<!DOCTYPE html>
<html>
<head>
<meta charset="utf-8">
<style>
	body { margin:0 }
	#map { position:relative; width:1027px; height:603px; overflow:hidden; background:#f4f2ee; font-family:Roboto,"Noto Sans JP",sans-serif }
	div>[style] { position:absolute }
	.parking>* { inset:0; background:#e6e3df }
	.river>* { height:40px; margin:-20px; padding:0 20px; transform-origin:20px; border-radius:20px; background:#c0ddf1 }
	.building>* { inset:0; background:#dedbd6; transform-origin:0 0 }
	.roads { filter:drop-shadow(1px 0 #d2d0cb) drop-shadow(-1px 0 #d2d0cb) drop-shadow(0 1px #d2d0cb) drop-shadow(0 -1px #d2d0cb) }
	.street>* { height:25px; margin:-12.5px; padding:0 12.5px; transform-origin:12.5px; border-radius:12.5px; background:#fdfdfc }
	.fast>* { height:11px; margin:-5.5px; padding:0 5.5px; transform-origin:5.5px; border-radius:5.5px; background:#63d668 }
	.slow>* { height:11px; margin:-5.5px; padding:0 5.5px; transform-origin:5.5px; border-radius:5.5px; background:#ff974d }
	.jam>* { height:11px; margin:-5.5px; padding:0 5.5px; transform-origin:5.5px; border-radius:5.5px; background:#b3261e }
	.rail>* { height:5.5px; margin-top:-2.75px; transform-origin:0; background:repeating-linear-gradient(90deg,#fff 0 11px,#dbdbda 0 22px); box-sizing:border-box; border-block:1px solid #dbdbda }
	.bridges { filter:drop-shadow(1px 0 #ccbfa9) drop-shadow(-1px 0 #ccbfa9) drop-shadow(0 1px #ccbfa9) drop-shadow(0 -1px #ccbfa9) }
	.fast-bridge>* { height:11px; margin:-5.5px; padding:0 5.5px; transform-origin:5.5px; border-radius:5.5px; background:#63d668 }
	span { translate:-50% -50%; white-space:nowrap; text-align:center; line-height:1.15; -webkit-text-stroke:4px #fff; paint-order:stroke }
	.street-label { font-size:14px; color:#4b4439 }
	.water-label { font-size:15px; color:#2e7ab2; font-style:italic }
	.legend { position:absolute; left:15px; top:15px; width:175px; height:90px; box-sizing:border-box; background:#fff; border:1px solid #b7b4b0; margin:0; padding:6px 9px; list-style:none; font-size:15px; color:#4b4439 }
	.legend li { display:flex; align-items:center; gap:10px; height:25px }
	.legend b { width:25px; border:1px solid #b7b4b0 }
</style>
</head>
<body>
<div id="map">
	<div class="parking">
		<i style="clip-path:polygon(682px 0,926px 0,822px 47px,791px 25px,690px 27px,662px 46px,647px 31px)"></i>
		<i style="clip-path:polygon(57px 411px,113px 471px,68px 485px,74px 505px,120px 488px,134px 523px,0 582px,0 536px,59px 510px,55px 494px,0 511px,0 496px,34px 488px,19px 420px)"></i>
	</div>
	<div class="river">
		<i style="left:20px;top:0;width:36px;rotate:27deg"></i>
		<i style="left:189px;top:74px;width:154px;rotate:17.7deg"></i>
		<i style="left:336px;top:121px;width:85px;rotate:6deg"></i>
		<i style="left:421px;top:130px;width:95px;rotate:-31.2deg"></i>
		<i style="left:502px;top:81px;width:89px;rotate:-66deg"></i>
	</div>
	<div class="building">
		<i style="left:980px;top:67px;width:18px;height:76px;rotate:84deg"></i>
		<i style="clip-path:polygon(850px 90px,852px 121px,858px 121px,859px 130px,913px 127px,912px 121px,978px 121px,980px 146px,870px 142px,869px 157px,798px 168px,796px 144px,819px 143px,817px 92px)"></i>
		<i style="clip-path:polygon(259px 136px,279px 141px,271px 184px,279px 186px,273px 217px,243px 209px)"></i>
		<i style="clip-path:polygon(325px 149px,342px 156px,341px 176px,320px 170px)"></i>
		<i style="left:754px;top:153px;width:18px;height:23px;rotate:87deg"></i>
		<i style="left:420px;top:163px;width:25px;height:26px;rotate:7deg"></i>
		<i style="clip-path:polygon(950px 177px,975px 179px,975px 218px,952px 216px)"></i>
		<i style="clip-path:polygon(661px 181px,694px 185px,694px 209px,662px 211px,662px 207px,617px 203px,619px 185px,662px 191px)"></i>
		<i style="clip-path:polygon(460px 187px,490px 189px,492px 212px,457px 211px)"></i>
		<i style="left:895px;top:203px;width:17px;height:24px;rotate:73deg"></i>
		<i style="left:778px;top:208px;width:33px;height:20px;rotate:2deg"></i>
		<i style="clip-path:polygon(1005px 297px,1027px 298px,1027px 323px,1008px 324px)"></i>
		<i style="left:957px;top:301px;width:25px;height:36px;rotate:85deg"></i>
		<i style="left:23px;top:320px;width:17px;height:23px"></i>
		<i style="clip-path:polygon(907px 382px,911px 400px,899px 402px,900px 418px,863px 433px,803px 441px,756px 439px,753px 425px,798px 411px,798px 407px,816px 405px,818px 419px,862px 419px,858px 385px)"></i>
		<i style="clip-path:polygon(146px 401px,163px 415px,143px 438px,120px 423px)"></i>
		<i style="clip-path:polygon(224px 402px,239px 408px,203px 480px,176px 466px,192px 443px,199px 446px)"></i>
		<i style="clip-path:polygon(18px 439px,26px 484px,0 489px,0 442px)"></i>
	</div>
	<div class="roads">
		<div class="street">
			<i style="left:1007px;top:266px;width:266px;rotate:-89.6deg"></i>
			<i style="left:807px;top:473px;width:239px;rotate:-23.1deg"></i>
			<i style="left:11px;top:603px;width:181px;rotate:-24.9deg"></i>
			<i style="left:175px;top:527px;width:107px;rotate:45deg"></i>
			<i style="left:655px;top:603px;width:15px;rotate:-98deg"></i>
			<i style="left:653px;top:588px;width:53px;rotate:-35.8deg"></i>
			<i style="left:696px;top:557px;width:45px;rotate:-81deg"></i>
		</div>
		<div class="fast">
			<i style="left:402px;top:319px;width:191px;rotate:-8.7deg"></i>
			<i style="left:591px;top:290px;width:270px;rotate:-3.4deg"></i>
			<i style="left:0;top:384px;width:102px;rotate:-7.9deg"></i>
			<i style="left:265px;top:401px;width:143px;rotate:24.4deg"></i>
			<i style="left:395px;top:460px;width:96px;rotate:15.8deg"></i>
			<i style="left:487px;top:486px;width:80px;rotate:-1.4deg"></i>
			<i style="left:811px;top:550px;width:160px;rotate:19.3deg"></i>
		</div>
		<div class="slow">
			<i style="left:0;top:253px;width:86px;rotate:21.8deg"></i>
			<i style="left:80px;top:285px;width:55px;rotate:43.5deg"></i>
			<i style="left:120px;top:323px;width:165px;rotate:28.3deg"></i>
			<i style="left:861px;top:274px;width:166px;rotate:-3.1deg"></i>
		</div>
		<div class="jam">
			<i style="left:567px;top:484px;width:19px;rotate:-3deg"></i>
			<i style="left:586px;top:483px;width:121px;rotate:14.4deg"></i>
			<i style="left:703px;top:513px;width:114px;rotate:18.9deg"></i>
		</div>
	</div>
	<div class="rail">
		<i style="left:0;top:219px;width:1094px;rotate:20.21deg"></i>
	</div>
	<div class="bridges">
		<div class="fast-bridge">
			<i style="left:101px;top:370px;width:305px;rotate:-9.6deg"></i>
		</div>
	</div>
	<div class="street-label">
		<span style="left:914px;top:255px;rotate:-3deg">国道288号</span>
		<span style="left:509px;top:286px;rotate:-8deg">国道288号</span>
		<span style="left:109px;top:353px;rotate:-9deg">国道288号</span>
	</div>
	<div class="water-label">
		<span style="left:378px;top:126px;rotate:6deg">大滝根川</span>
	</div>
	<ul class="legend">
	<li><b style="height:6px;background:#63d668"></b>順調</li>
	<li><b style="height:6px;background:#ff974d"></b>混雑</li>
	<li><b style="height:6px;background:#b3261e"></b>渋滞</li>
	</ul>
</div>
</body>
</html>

☆ ☆ ☆ ☆

[Exercise aim]: With the line containing "filter:drop-shadow(1px 0 #d2d0cb)" as the last one, please set down exactly the lines of the records above from their very first line, and nothing more.

[Response area]:
<!DOCTYPE html>
<html>
<head>
<meta charset="utf-8">
<style>
	body { margin:0 }
	#map { position:relative; width:1027px; height:603px; overflow:hidden; background:#f4f2ee; font-family:Roboto,"Noto Sans JP",sans-serif }
	div>[style] { position:absolute }
	.parking>* { inset:0; background:#e6e3df }
	.river>* { height:40px; margin:-20px; padding:0 20px; transform-origin:20px; border-radius:20px; background:#c0ddf1 }
	.building>* { inset:0; background:#dedbd6; transform-origin:0 0 }
	.roads { filter:drop-shadow(1px 0 #d2d0cb) drop-shadow(-1px 0 #d2d0cb) drop-shadow(0 1px #d2d0cb) drop-shadow(0 -1px #d2d0cb) }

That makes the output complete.